User Tools

Site Tools


sphinx4:sphinxthreealigner

<file> Sphinx 3 Aligner for Dummies

Philip Kwok (with significant help from Evandro Gouvea) 6/13/2002

A. Why do we need the Sphinx 3 Aligner?


We want to test whether the acoustic scores calculated by Sphinx 4 are correct.

B. How does the Aligner help?


The Sphinx 3 Aligner tests a set of input audio files against the acoustic models of Sphinx 3. Take isolated-digits as an example. Given an audio file that contains an utterance for “one”. We test this audio file (which is first transformed into a cepstra file) against the Sphinx 3 acoustic models (i.e., the HMMs) for “zero”, “one”, “two”, …, “nine”, each giving an acoustic score. We take the same audio file, and run it against the Sphinx 4 acoustic models for “zero”, “one”, “two”, …, “nine”, each also giving an acoustic score. By assuming that the acoustic scoring code of Sphinx 3 are “correct”, we can tell whether Sphinx 4's acoustic scores are correct by comparing the acoustic scores produced by Sphinx 3.

C. What do you need?


You will need:

1. Acoustic Models


- This is the acoustic models in Sphinx 3 format.

2. Sphinx 3 aligner


- From SourceForge, check out the cmusphinx archive_s3/s3.0 module.

Try to compile the timealign program by typing "make timealign-install"
at the top level directory. Resolve the path problems you'll
likely run into. The timealign program should be compiled into the
"$(TOP)/bin/$(PLATFORM)" directory.

3. Cepstra files


The Aligner, timealign, requires cepstra files (of your input audio files) as input. You can generate these cepstra files from your input audio files using the Sphinx 3 program “wave2feat” (don't let the name fool you, its more appropriately named “wave2cep”). It generates cepstra of length 13.

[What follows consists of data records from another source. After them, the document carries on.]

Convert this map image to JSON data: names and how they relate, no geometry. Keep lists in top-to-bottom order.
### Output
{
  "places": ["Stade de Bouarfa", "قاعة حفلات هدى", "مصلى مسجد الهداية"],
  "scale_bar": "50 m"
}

- To get wave2feat, from SourceForge, checkout the cmusphinx

"SphinxTrain" module.

- At the “src” directory, type “make clean all”. It should successfully

compile the wave2feat program into the appropriate "bin" directory.
The wave2feat program is fairly easy to use. Don't forget the
"-srate", "-raw" and "-mach_endian" switches for Solaris.

- Normally, we give the generated cepstra files a “.mfc” extension.

- The cepstra files will be created at a directory that you specify.

4. Control File & Transcript File


- You will list all the cepstra files that you want to test in a control

file. Take the isolated-digits case, for example, you will have
acoustic models for "oh", "zero", "one", "two", ..., "nine". You want to 
test each audio file against each of these acoustic models. The following
discussion is based on the isolated-digits task using TI46 as the
audio input files.

Control File


This lists the cepstra files to be tested. The filenames have to be unique (required by the aligner). So, instead of having a control file with 10 reps of each file name, I created links from each file name to “filename_index”, for example:

ln -s 02m1s8t1.wav.mfc 02m1s8t1_1.mfc ln -s 02m1s8t1.wav.mfc 02m1s8t1_2.mfc etc.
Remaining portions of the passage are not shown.